The vexing nerve of angry people — and other happy thoughts
People aren’t happy today unless they’re angry. The more we seethe, the more invigorated we feel.
From a box of doughnuts, which you didn’t buy in the first place, someone else snatches the Boston cream that your taste buds demanded. Why quietly settle for the chocolate sprinkles when instead you can sidle up to everyone else in the office and snarl venom about “some people” who hold no consideration for the righteous preferences of others?
That’s how we make friends today — we bond over the situations and suckers who irritate the ever-lovin’ snot out of us.
Allow me, dear friend, to shroud myself in my cloak of irascibility and vent.
• I am furious that I received a text message that my Netflix subscription is expiring and that I’ll be locked out if I don’t click this link TODAY to pay up! It’s an outrage!
I would have been more upset if I had had a Netflix subscription in the first place. The effrontery to kick me out of a club I never belonged to really grinds my gears.
• I’ve had it with crotchety old men bemoaning the good old days. Listen, geezer, I WAS THERE! Clean your rose-colored granny glasses.
When I fell off my bike, my parents refused to sue anyone! Instead, Mom slathered my scraped knee with liquid fire called mercurochrome (which since has been banned in all 50 states). Dad barked, “Walk it off. Stop being a baby,” and went back to removing a gas tank with a cutting torch.
No one cared about your right to entitlement in the “good old days,” and coddling hadn’t been invented yet. Can you imagine that kind of behavior being tolerated today?
• Abuse one more apostrophe and you’ll be blistered by a writer’s wrath like you’ve never endured.
Listen up, you thick-headed Neanderthals, an apostrophe does not make anything plural! Cut it out! O’r I’ll’ st’art slam’ming in’approp’riate apos’trophe’s al’l ov’er th’e pla’ce’! Got it? Good. (Was I too gentle on that one?)
• I am up to here that someone sent me a note that “it may be that your sole purpose in life is simply to serve as a warning to others.”
Oh, like said others couldn’t be forewarned by studying other bozos? It’s an injustice to single out my incompetence. If my purpose is to serve others, what are the others here for?
• Is there anything as senseless as sensible eating?
My wife, a well-meaning, intelligent woman, actually packs raw carrots and cucumber slices in my lunch. No, I’m serious. She does!
I am beyond enraged that anyone who claims to love me commits such a deed during Christmas candy and cookies season.

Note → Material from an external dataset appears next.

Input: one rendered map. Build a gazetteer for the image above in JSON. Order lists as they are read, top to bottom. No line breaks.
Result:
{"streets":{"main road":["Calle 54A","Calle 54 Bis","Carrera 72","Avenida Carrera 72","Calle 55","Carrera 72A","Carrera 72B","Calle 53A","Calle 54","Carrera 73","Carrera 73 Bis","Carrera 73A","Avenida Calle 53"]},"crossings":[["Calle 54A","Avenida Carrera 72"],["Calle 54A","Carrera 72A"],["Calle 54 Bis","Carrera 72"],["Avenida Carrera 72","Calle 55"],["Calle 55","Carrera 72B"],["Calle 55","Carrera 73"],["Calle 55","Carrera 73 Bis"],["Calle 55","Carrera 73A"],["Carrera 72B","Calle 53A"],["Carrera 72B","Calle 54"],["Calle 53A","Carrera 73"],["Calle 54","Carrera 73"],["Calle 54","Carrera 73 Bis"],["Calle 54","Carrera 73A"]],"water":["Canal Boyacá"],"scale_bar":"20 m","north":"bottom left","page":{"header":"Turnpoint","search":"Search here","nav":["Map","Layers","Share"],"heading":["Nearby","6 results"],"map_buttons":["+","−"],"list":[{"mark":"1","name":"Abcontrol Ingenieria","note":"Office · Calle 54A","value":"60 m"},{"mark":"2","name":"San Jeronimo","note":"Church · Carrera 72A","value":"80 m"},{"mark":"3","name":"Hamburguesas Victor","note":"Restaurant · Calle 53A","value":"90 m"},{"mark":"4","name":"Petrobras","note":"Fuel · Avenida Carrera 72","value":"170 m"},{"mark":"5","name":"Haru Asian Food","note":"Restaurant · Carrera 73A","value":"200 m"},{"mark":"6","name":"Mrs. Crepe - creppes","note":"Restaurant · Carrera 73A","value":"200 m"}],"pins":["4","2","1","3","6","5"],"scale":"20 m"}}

• It is completely maddening how all my clothes shrink in the wash. The washer and dryer irk my dander something fierce.
My wife proposes a different theory on why my shirts grow tight, but it has nothing to do with the laundry and therefore should be disregarded. In fact, what she suggests swells me in fiery indignation. (My wife also holds another theory about what causes those button-popping bulges. I tell you, the woman, her theories and celery stalks are insufferable.)
Wow, this anger thing is pretty awesome. I’m so much happier vexed, huffy and otherwise ill-tempered. Now everyone will flock to me to thrill at my every rant of indignity.
Hey, where’s everyone going? I’m not done spreading ferocious cheer. Oh, and get off my lawn!